─── Data section ───

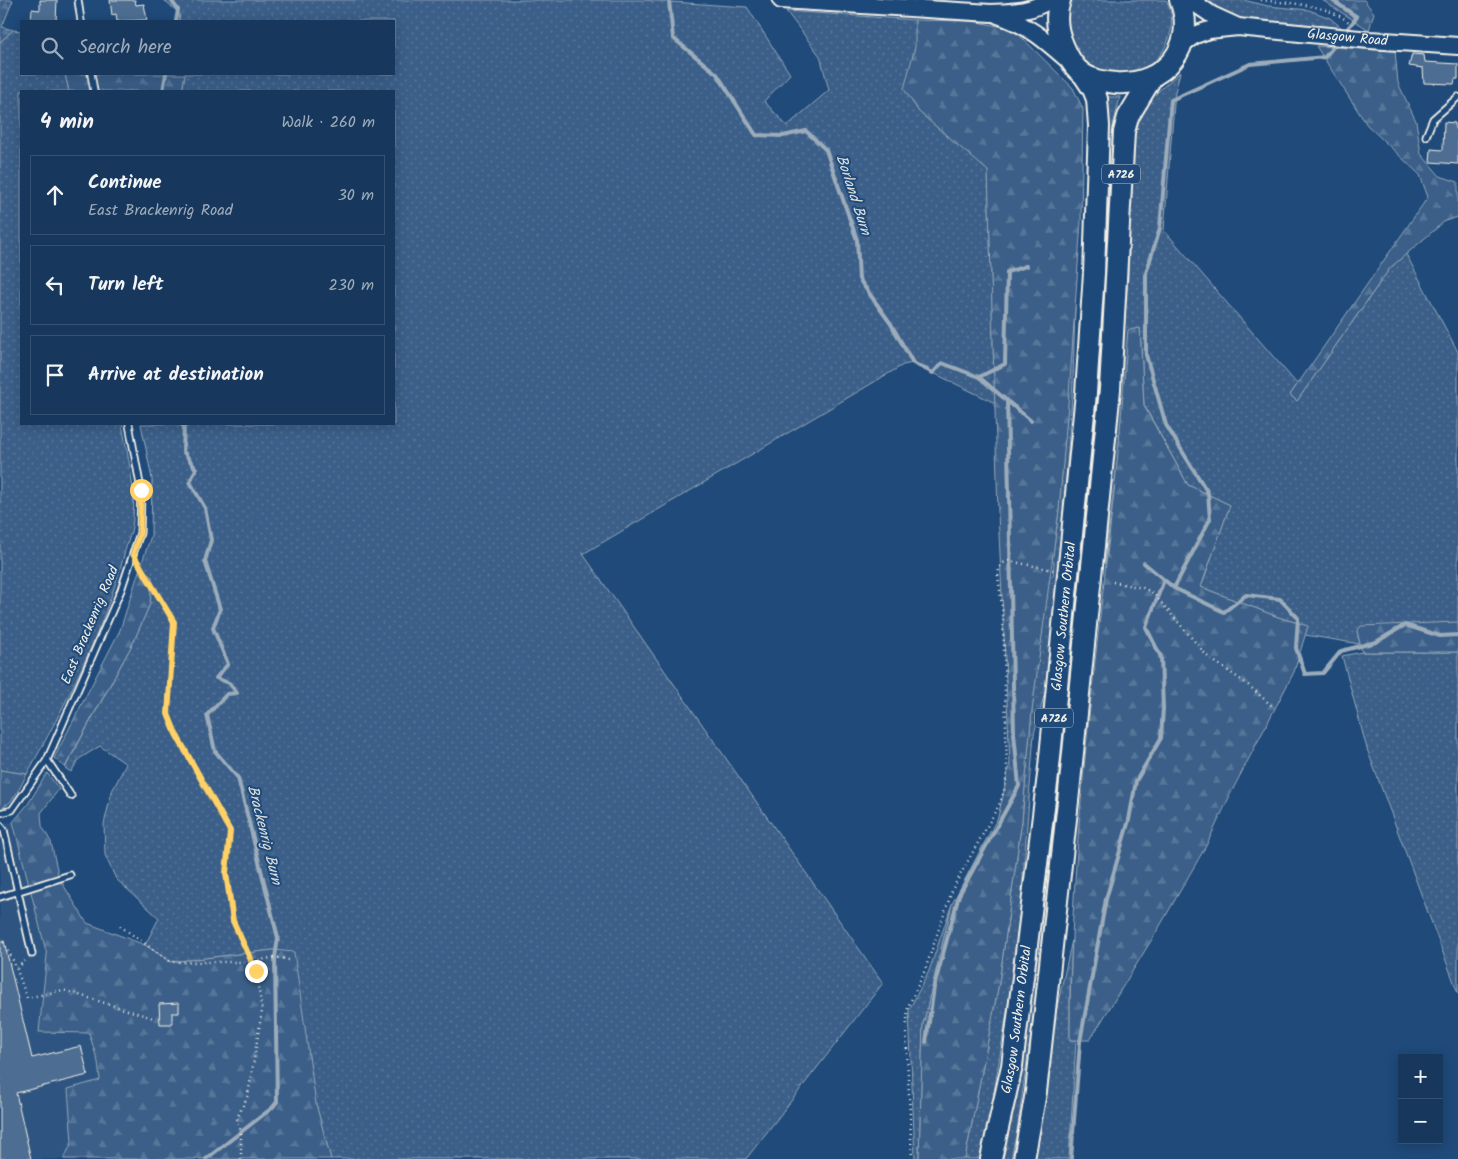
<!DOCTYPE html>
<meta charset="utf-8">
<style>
:root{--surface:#17385c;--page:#203f62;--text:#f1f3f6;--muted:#9eacbb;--line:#365272}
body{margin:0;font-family:Kalam,sans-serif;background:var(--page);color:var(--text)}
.controls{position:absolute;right:15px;bottom:15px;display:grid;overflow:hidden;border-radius:0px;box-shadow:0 2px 12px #0003}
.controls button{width:45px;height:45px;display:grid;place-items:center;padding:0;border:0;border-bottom:1px solid var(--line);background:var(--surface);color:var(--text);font:25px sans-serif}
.stop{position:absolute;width:15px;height:15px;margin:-11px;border:4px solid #ffd166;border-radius:50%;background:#fff}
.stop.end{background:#ffd166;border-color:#fff;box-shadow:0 1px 5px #0008}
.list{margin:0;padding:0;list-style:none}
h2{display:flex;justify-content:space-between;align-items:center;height:65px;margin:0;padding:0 20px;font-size:21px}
h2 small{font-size:16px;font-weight:400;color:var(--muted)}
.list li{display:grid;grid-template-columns:32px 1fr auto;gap:15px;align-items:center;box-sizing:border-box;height:80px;margin:0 10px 10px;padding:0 10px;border:1px solid var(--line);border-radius:0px}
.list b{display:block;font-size:19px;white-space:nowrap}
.list p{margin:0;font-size:16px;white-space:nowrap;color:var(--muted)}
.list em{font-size:16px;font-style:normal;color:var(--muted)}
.icon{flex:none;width:28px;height:28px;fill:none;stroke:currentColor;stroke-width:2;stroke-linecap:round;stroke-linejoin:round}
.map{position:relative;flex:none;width:1458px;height:1159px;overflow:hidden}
.search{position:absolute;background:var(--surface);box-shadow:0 2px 12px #0003;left:20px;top:20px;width:375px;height:55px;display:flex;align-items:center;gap:12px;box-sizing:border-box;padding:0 18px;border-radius:0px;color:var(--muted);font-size:19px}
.panel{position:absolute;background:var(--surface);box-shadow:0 2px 12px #0003;left:20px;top:90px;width:375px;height:335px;border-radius:0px}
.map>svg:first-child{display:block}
</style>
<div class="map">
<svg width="1458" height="1159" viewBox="0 0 1458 1159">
<defs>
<pattern id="grass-dots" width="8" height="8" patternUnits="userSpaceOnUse" patternTransform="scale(1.25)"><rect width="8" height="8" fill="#3a5f88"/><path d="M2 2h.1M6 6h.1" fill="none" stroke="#577699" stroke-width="1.8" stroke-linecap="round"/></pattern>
<pattern id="forest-firs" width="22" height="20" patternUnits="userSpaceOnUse" patternTransform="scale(1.25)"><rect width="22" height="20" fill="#3a5f88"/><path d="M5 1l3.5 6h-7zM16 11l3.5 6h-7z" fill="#577699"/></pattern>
</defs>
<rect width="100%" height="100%" fill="#1f4a7a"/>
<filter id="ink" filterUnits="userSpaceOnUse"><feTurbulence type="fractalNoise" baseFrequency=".02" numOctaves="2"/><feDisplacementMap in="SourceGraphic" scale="10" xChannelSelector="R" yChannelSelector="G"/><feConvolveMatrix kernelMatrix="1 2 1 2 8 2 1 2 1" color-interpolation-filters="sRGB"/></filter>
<g filter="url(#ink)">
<polygon fill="#2d5581" points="13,822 47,955 39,1032 89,1033 98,1062 100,1080 68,1089 72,1142 64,1159 0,1159 0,823"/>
<g fill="url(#grass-dots)" stroke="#97a8b8">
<polygon points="164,0 641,0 747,7 790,74 764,101 787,126 829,90 820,56 786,11 915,20 916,47 905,89 919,112 988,170 995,403 913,363 903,365 583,554 883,983 746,1159 331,1159 273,950 171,962 145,945 159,918 116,879 105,855 104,824 112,791 126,764 100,746 79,759 71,772 65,768 133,643 150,604 152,577 139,571 151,536 152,479 141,424 394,424 394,91 182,91 185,74 394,74 394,21 179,21 180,14"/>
<path d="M1072,0H1166C1173,11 1173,29 1168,41C1159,61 1147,71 1124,73C1118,73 1111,75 1105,74C1075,67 1057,27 1072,0Z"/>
<polygon points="1201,0 1243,0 1268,6 1309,10 1330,18 1342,28 1256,24 1218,11"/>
<path d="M13,30L21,31V74H65L69,91H21V424H122C127,453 136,488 133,518C133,530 127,543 124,555C104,630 65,706 27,774L0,770V42Z"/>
<polygon points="1180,72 1175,92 1164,230 1297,384 1290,395 1297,401 1390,268 1406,254 1458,352 1458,623 1357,631 1360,644 1305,635 1307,626 1278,617 1201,587 1230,505 1188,485 1144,405 1140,328 1116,471 1105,564 1128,279 1133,144 1137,121 1152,97"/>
<polygon points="1106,97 1120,97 1113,126 1097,450 1067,727 1064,744 1034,1013 1017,1131 1011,1159 1001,1159 1106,195 1109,116"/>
<polygon points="1075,306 1073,382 1065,492 1047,684 1034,734 1020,917 1008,1006 991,1111 981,1159 965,1159 999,983 1022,820 1032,710 1049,576 1053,576 1054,562 1052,561 1059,510"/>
<polygon points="1362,652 1458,652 1458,993 1367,749 1342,656"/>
<polygon points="952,904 923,1025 919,1159 915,1159 909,1010 929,971"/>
<polygon points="1072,940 1070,981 1070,1040 1076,1040 1069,1159 1032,1159 1053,1025"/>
</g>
<g fill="url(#forest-firs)" stroke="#97a8b8">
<polygon points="0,0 13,0 2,27 13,30 0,42"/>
<polygon points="1322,0 1364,0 1374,13 1369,30"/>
<polygon points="915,20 972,21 1013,29 1073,88 1083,109 1081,221 1070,381 1059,510 1032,710 1022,820 999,983 965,1159 919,1159 923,1025 952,904 998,817 1010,763 998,513 988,171 919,112 904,89 915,47"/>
<polygon points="1316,46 1395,51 1398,83 1416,121 1421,154 1440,176 1458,182 1458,217 1445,221 1390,268 1297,401 1290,395 1428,197 1420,175 1367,125"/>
<polygon points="65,74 185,74 182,91 69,91"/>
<path d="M1140,328L1144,406L1188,485L1230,505L1201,587L1278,617L1308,626L1294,672L1234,787L1206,846L1157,931L1090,1040H1070C1069,850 1096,662 1116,473C1121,425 1124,377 1128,330Z"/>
<polygon points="139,571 152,577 150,604 133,643 65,767 54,758 120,630"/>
<polygon points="1458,622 1458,652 1362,652 1357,631 1361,626"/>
<path d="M0,770L27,774C21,785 13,805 0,809Z"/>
<polygon points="47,773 59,789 41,813 42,826 51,842 59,878 87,923 145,945 171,962 273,950 294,952 316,1104 331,1159 64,1159 72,1142 68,1089 100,1080 98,1062 89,1033 39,1032 47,955 13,822 28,804"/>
</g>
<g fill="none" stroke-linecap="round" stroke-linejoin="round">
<g stroke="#9cacbb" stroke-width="4">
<polyline points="171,0 178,10 176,21"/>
<polyline points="669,0 673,38 717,74 756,135 783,136 806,131 826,150 857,240 859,279 891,324 913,363 933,373 942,363 979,377 1031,421"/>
<polyline points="1332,0 1357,17 1344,33"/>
<polyline points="163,91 166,74"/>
<polyline points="979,377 1005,364 1007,272 1026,266"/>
<polyline points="180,424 184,426 183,451 196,469 190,482 205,508 211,540 205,561 220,609 213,628 228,664 216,678 229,683 237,693 227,694 207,715 215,751 238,778 278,938 275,957 277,1102 272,1108 206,1159"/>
<polyline points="1144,563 1174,588 1224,612 1246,595 1280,599 1298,618 1296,648 1305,674 1323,673 1341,651 1376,642 1405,625 1440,636 1458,635"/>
<polyline points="1174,588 1210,519 1208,493 1166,425 1146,355 1146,273 1160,228 1171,100 1250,64 1325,57 1337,42"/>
<polyline points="926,1042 934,987 959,895 1019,786 1014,733 1007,400"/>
<polyline points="1071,1159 1080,1042 1106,899 1129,820 1136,781 1161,738 1163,708 1161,657 1146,627 1164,580"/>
</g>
</g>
<g fill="#4d6e92" stroke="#f4f1e8">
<polygon points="40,0 57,0 56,21 31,21 32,9 40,10"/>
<polygon points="110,0 135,0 136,5 144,4 147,20 117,21 116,14 112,15"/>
<polygon points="1412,54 1424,55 1425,62 1458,64 1458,79 1455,79 1454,84 1424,83 1423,68 1409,66"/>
<polygon points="1444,122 1455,123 1455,129 1458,129 1458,164 1430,162 1431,149 1443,150"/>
<polygon points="0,941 4,941 32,1058 81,1046 88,1075 16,1093 31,1159 0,1159"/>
<polygon points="179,1003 179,1013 172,1013 172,1024 160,1024 159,1004"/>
</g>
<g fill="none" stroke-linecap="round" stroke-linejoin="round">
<g stroke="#f4f1e8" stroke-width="9">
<g id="lane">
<polyline points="78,0 81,21"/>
<polyline points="91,74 94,91"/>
<polyline points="1426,136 1433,119 1458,97"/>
<polyline points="47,760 71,796"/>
<polyline points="0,813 12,810 47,760 121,590 140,533 141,490 129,424"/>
<polyline points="0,825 4,830 32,954"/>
<polyline points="0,897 70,875"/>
</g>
</g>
<g stroke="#f4f1e8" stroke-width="20">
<g id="secondary">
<path d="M781,0L991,13C1012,12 1031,12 1049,0"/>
<polyline points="1190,0 1212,15 1236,26"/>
<path d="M998,15C1030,26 1045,40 1069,61"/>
<path id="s1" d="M1182,44L1195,35L1209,30L1238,27L1370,40L1458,46"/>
</g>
</g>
<g stroke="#f4f1e8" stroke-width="24">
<g id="highway">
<path d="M1060,0C1055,15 1057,31 1063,45C1067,55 1074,68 1083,74C1092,80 1105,82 1116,83C1164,86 1198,46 1180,0"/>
<path id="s2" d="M991,1159L1012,1066L1049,767L1086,393L1094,273L1099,126L1097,99L1093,89L1083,74"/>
<polyline points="1024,1159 1036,1092 1069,792 1110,389 1124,132 1128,117 1152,77"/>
</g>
</g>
<g stroke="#f4f1e8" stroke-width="2.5" stroke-dasharray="1 4" stroke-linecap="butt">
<path d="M1261,0C1290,4 1326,3 1350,23"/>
<polyline points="139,564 173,622 168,714 176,734 231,831 226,873 233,921 256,971 262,1011 248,1095 237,1118 241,1133 241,1159"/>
<polyline points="1113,582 1143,588 1153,593 1208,657 1247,684 1272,706"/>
<polyline points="120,926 171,962 251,962 275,957 289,960"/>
<path d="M0,938C14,956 19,977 27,998L63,990L153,1018"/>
<polyline points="17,968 25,961"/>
<polyline points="912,1159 906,1033 908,1007 925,970 953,888 1000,803 1005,788 1007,770 1003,614 998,576 999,568 1003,563 1009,561 1053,570"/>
</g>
<use href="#lane" stroke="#1f4a7a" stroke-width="5.5"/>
<use href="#secondary" stroke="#1f4a7a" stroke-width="16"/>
<use href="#highway" stroke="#1f4a7a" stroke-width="20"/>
</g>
</g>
<g fill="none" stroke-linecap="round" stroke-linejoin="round" filter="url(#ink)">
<polyline stroke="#ffd166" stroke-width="6" points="141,490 140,533 133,554 174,622 168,714 176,734 230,831 226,873 233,921 256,971"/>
</g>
<g text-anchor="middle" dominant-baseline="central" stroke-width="4" stroke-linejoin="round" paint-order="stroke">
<g fill="#1f4a7a" stroke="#b4bfc7" stroke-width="1">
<rect x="1102" y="164.5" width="38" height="19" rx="4"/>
<rect x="1035" y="708.5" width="38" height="19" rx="4"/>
</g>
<g font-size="12" font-weight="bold" fill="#f4f1e8">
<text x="1121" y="174">A726</text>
<text x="1054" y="718">A726</text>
</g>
<g font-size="14" fill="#f4f1e8" stroke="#1f4a7a">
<text stroke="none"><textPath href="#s1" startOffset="170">Glasgow Road</textPath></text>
<text stroke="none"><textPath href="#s2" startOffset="548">Glasgow Southern Orbital</textPath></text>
<text transform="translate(90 625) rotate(-67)">East Brackenrig Road</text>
<text stroke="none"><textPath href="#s2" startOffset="142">Glasgow Southern Orbital</textPath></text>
</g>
<g font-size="15" font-style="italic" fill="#dee0dd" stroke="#1f4a7a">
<text transform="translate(853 195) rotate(72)">Borland Burn</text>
<text transform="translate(264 835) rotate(76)">Brackenrig Burn</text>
</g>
</g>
</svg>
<div class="controls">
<button>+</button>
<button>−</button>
</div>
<div class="stop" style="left:141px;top:490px"></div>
<div class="stop end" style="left:256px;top:971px"></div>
<div class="search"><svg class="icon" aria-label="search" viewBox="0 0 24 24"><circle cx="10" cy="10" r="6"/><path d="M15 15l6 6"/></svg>Search here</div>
<section class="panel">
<h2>4 min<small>Walk · 260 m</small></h2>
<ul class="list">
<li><svg class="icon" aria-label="ahead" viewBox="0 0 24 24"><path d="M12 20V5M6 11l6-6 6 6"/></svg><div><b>Continue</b><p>East Brackenrig Road</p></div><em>30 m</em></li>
<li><svg class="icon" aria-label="left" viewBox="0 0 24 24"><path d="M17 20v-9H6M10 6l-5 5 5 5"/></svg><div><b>Turn left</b></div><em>230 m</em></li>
<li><svg class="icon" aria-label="arrive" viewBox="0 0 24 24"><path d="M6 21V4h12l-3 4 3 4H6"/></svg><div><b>Arrive at destination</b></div></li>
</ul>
</section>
</div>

───

▶ **What you need to do**
Look through the entries, and return every line that the word "sans" appears in.

▶ **Result of this exercise**
body{margin:0;font-family:Kalam,sans-serif;background:var(--page);color:var(--text)}
.controls button{width:45px;height:45px;display:grid;place-items:center;padding:0;border:0;border-bottom:1px solid var(--line);background:var(--surface);color:var(--text);font:25px sans-serif}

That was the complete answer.